-- Work to be completed --
Report back each line of the data that contains the word "JSON".

-- Task inputs --

Segment Open

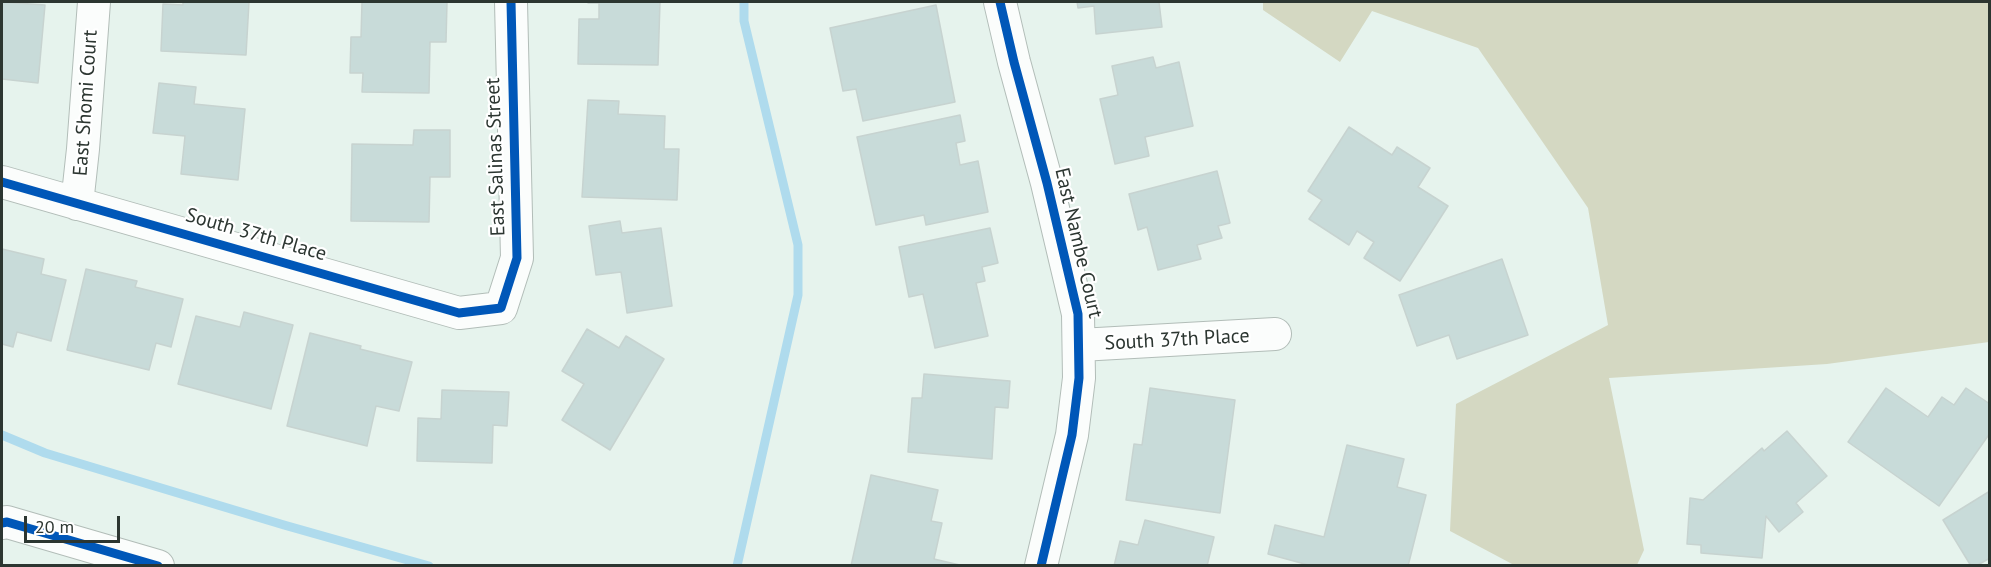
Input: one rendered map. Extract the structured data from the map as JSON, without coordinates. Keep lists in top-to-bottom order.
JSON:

Segment Closed
Segment Open

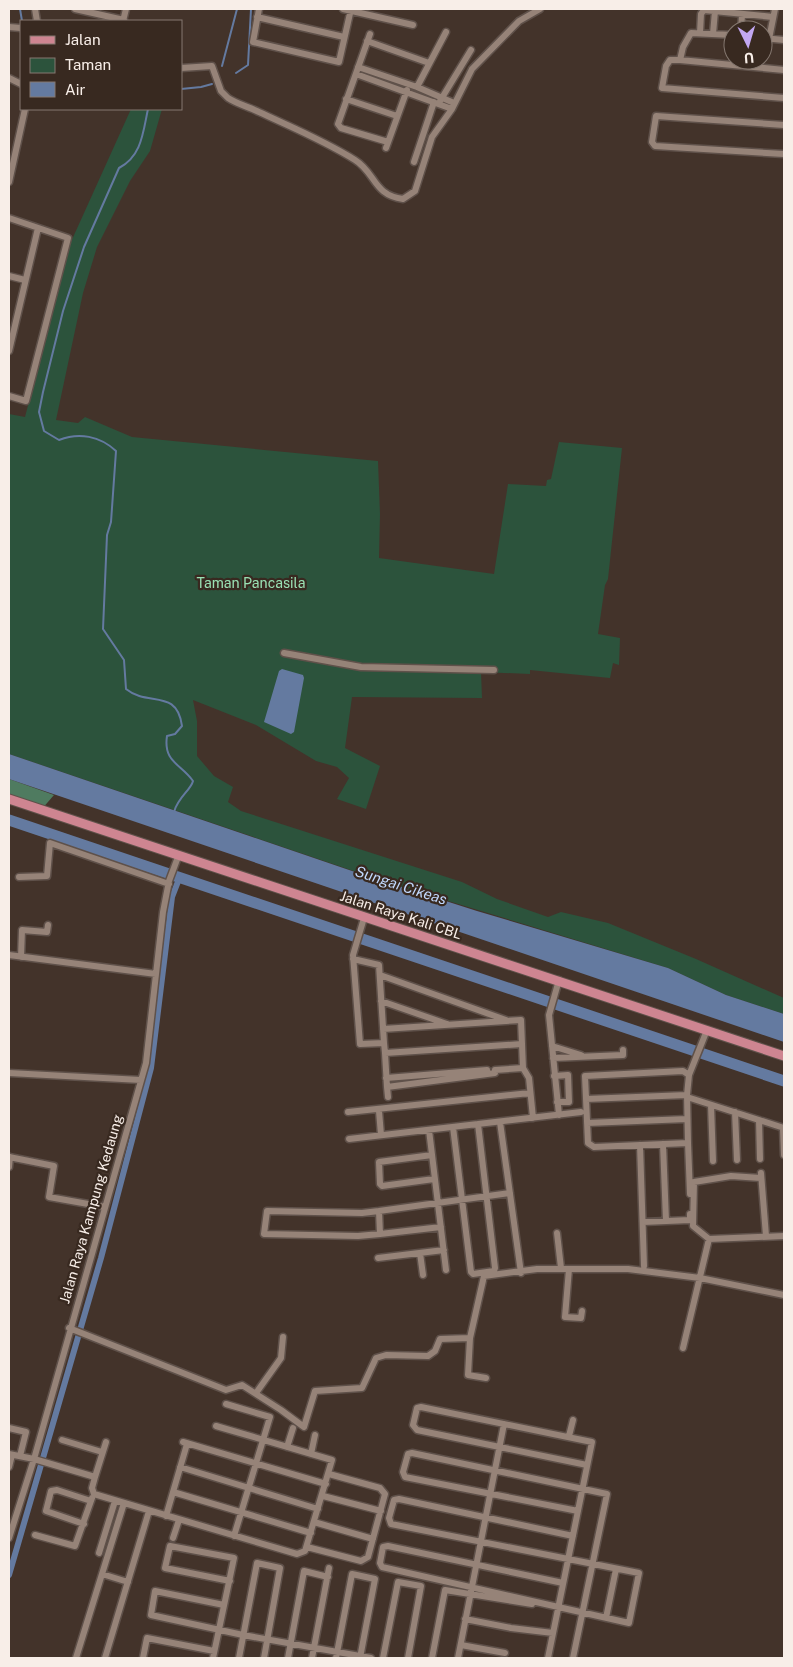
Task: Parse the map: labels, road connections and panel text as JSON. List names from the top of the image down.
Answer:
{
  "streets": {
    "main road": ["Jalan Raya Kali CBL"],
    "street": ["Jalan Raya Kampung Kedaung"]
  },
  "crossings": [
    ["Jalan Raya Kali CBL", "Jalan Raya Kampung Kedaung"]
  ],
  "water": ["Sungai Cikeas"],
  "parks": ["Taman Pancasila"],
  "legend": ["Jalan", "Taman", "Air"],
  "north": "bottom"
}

Segment Closed

-- Response to the task --
Input: one rendered map. Extract the structured data from the map as JSON, without coordinates. Keep lists in top-to-bottom order.
JSON:
Task: Parse the map: labels, road connections and panel text as JSON. List names from the top of the image down.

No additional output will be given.